Colony Forming assays
Colony-forming unit-culture (CFU-C) assays were performed using Methocult M3434 (Stem Cell Technologies) as described in34. Embryos were collected and dissected in PBS (Gibco, Invitrogen) supplemented with 10% FCS (batch tested and obtained from Gibco), 50 U/ml penicillin, and 50μg/ml streptomycin (Cambrex Corporation). E9 embryos were staged by somite counting. E9 yolk sac and E12 fetal livers were each pooled and incubated for 30 min at 37 °C in PBS supplemented with 10% FCS, 50U/ml penicillin, 50μg/ml streptomycin, 1mg/ml Collagenase D (Roche) and 100U/ml DNase I (Sigma), and dissociated by pipetting.

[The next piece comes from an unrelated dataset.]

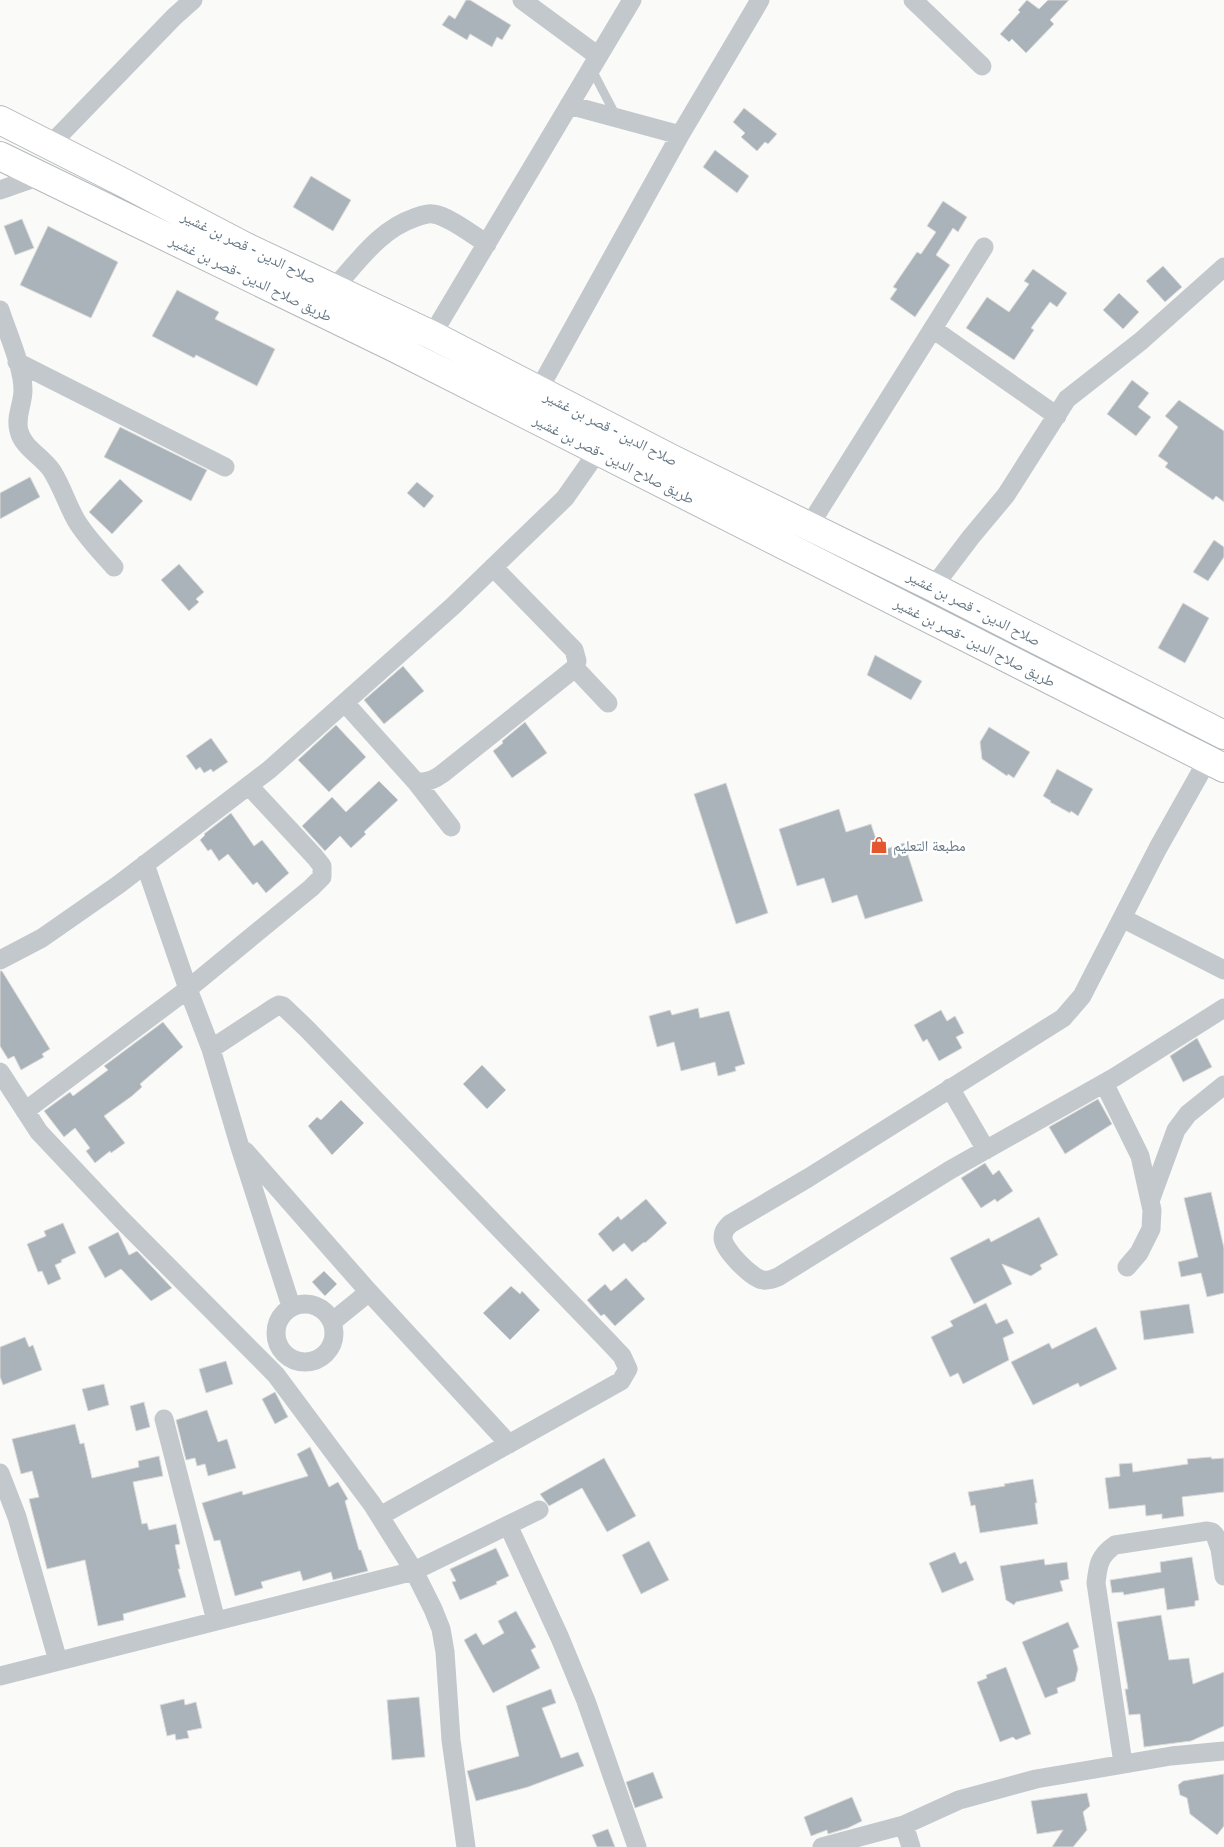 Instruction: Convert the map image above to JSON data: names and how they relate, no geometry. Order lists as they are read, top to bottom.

Suspensions were washed, and viable cells were counted on the basis of trypan blue (Sigma) exclusion using a Kova hemocytometer slide.
AA4.1+ progenitors were isolated by flow cytometry using using FACSAria II or FACSAria III. Labelling of cells was performed as described above using the following antibodies: CD45-APC-Cy7, Kit-PE and AA4.1-APC, and live cells were gated on the basis of Hoechst 33258 exclusion. Cells were collected into FCS-coated tubes and recounted prior to plating where possible. Gates were defined using unstained, single stained and fluorescence minus one (FMO) stained cells.
Cells were plated in duplicate in 35mm culture dishes according to manufacturer’s instructions. Cultures were grown at 37 °C with 5% CO2 with colonies scored after 10 days.
Colonies were picked and washed once with phosphate-buffered saline (PBS; Gibco, Invitrogen) supplemented with 10% fetal calf serum (FCS; batch tested and obtained from Gibco). Cytospin preparations were stained with May-Grünwald-Giemsa method for morphological inspection of colonies (see below).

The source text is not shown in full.